====== Available records ======
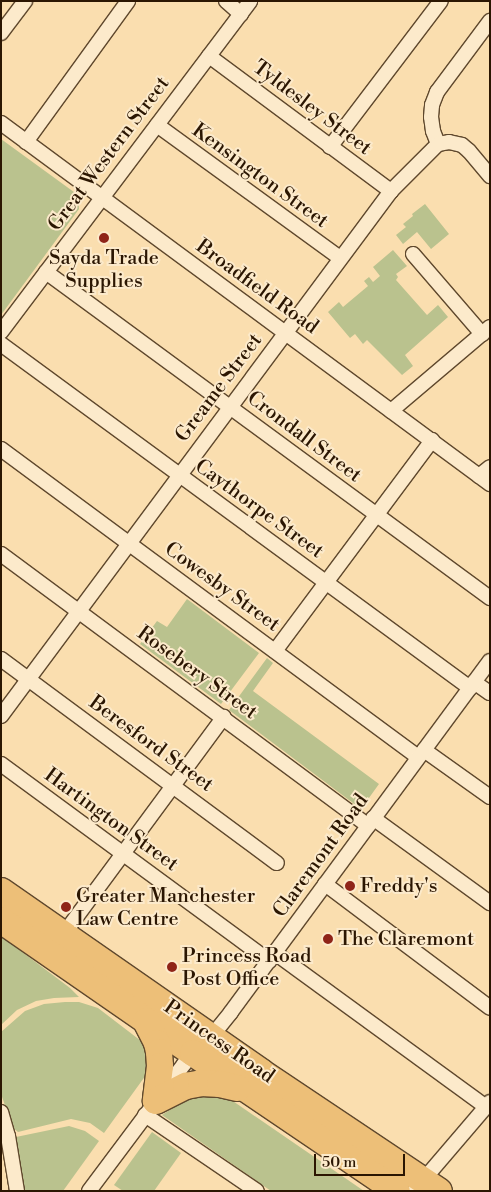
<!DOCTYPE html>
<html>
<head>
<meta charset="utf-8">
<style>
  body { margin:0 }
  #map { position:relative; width:491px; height:1192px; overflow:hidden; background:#fadeaf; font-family:"Libre Bodoni",serif }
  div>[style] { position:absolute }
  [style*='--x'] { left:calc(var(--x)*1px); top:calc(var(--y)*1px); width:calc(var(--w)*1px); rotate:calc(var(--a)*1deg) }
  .green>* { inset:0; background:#bac28e }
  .roads { filter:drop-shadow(1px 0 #5f482d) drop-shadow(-1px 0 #5f482d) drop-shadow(0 1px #5f482d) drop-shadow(0 -1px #5f482d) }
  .street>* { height:14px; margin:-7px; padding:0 7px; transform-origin:7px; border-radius:7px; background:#fceacb }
  .highway>* { height:26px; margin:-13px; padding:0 13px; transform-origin:13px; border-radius:13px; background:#edbf78 }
  .dots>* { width:14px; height:14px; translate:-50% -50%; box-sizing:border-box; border:2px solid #fceacb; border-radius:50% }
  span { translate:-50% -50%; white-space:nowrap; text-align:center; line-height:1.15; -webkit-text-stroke:4px #fceacb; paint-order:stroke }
  .street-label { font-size:20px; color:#2b1602 }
  .poi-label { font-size:20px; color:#2b1602 }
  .left { translate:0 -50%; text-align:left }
  .frame { position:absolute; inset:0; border:2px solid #2b1602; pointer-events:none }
  .scale { position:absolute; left:314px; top:1154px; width:91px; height:22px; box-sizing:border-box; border:2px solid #2b1602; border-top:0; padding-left:6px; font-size:15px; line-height:18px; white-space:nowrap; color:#2b1602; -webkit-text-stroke:4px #fceacb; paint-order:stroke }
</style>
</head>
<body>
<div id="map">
  <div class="green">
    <i style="clip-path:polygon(1px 139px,78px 195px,79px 209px,1px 315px)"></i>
    <i style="clip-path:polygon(425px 204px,449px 234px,431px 249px,417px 232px,403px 244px,396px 235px,406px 227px,403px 224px,413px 216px,412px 214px)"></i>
    <i style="clip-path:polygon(393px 250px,407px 266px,396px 274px,398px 277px,396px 280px,427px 315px,438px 305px,448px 317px,405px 355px,413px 366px,402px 375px,367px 340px,363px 344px,355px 334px,350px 338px,328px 312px,339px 302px,343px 307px,368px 286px,364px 281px,369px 277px,373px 282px,380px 276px,373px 267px)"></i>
    <i style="clip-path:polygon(187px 599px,259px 653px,221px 704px,140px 644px,157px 621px,167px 627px)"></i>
    <i style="clip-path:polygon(267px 658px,273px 663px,253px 691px,379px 784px,361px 809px,229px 710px)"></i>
    <i style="clip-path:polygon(1px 936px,70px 988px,79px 997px,54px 998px,36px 1001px,17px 1010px,1px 1025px)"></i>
    <i style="clip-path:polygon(65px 1002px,79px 1002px,98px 1008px,145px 1044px,149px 1055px,146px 1075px,104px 1133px,90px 1123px,71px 1119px,18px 1132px,13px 1128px,1px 1094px,1px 1032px,25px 1011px,44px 1004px)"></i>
    <i style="clip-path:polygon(205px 1095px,227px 1097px,364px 1191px,271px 1191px,162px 1115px,182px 1102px)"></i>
    <i style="clip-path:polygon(69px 1126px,85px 1131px,99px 1141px,63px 1191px,22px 1191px,16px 1137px)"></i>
    <i style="clip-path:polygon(152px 1132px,181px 1153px,154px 1191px,123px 1191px,114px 1185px)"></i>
  </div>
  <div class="roads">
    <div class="street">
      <i style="--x:226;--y:1;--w:20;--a:41"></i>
      <i style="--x:1;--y:33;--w:40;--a:-53"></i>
      <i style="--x:209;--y:56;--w:227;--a:36.6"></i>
      <i style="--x:1;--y:123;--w:608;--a:36.44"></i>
      <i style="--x:157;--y:125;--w:226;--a:36"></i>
      <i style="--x:26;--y:142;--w:174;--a:-54.1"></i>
      <i style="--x:438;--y:144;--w:14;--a:-111"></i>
      <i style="--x:433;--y:131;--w:14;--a:-98"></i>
      <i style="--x:431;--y:117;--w:12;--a:-85"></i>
      <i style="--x:432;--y:105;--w:14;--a:-69"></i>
      <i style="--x:437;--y:92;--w:89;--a:-53.3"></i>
      <i style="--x:330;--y:147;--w:183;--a:-52.8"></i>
      <i style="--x:413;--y:254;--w:106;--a:49.2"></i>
      <i style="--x:46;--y:272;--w:551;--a:36.29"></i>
      <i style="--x:1;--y:332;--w:414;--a:-53"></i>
      <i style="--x:1;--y:344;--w:582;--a:36.26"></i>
      <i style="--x:391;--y:411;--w:130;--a:-40.3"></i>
      <i style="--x:1;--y:449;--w:518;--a:36.45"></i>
      <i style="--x:479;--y:476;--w:14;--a:-39"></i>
      <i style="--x:1;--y:554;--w:457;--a:36.5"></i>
      <i style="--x:275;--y:651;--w:263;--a:-53.3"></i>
      <i style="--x:1;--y:659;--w:343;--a:36.5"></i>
      <i style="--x:474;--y:682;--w:19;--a:35"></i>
      <i style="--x:1;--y:716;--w:654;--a:-53.39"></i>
      <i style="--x:391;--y:191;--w:66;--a:-45"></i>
      <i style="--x:438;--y:144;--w:11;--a:-10"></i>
      <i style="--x:449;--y:142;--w:13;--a:13"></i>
      <i style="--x:462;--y:145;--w:9;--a:41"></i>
      <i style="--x:469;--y:151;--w:33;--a:50"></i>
      <i style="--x:424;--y:750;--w:81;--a:35.5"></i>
      <i style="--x:1;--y:764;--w:333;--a:36.3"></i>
      <i style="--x:373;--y:818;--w:145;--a:36"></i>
      <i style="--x:325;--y:884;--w:206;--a:36.9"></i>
      <i style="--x:63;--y:935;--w:271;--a:-53.6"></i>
      <i style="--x:275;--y:953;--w:261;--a:36.1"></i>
      <i style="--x:1;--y:1112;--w:25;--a:74"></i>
      <i style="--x:8;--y:1136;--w:56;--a:80.7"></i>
      <i style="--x:145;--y:1115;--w:135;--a:34.2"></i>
      <i style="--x:89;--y:1191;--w:159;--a:-53.2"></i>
      <i style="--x:184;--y:1064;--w:38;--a:-45"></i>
      <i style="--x:211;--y:1037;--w:32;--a:-51"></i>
      <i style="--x:231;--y:1012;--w:436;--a:-53.6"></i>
      <i style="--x:414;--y:1191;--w:117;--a:-49.5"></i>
    </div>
    <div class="highway">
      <i style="--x:1;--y:891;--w:317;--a:34.8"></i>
      <i style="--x:261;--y:1072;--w:214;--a:33.8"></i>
      <i style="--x:1;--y:920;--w:234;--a:34.7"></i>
      <i style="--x:193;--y:1053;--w:246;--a:34.1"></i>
      <i style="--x:146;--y:1021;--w:25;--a:63"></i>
      <i style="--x:157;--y:1043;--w:9;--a:77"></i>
      <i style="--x:159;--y:1052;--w:14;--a:86"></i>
      <i style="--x:160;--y:1066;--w:35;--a:97"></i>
      <i style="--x:156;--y:1101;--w:34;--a:-27"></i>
      <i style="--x:186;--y:1086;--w:15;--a:-11"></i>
      <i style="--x:201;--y:1083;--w:19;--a:3"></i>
      <i style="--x:220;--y:1084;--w:18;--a:13"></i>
    </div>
  </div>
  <div class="dots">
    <i style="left:104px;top:238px;background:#8f2418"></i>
    <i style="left:350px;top:886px;background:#8f2418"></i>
    <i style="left:66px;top:907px;background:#8f2418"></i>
    <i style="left:328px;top:939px;background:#8f2418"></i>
    <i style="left:172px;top:967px;background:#8f2418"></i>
  </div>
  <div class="street-label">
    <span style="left:312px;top:108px;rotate:37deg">Tyldesley Street</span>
    <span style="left:109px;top:154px;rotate:-53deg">Great Western Street</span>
    <span style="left:260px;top:176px;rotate:36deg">Kensington Street</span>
    <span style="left:257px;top:287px;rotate:36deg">Broadfield Road</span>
    <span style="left:219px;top:388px;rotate:-53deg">Greame Street</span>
    <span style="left:304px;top:437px;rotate:37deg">Crondall Street</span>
    <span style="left:259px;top:509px;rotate:36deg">Caythorpe Street</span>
    <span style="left:222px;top:587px;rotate:36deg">Cowesby Street</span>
    <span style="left:197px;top:673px;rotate:36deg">Rosebery Street</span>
    <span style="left:151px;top:744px;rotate:36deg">Beresford Street</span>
    <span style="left:111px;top:820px;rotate:36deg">Hartington Street</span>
    <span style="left:321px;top:856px;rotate:-54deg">Claremont Road</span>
    <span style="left:219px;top:1042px;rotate:35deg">Princess Road</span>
  </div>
  <div class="poi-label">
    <span style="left:104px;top:270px">Sayda Trade<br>Supplies</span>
    <span class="left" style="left:360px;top:886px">Freddy's</span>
    <span class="left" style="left:76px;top:908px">Greater Manchester<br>Law Centre</span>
    <span class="left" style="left:338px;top:939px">The Claremont</span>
    <span class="left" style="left:182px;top:968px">Princess Road<br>Post Office</span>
  </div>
  <div class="frame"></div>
  <div class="scale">50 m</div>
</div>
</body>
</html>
======
■ Description of the task ■
Go through the records and gather the lines that hold "roads".

■ Exercise solution ■
  .roads { filter:drop-shadow(1px 0 #5f482d) drop-shadow(-1px 0 #5f482d) drop-shadow(0 1px #5f482d) drop-shadow(0 -1px #5f482d) }
  <div class="roads">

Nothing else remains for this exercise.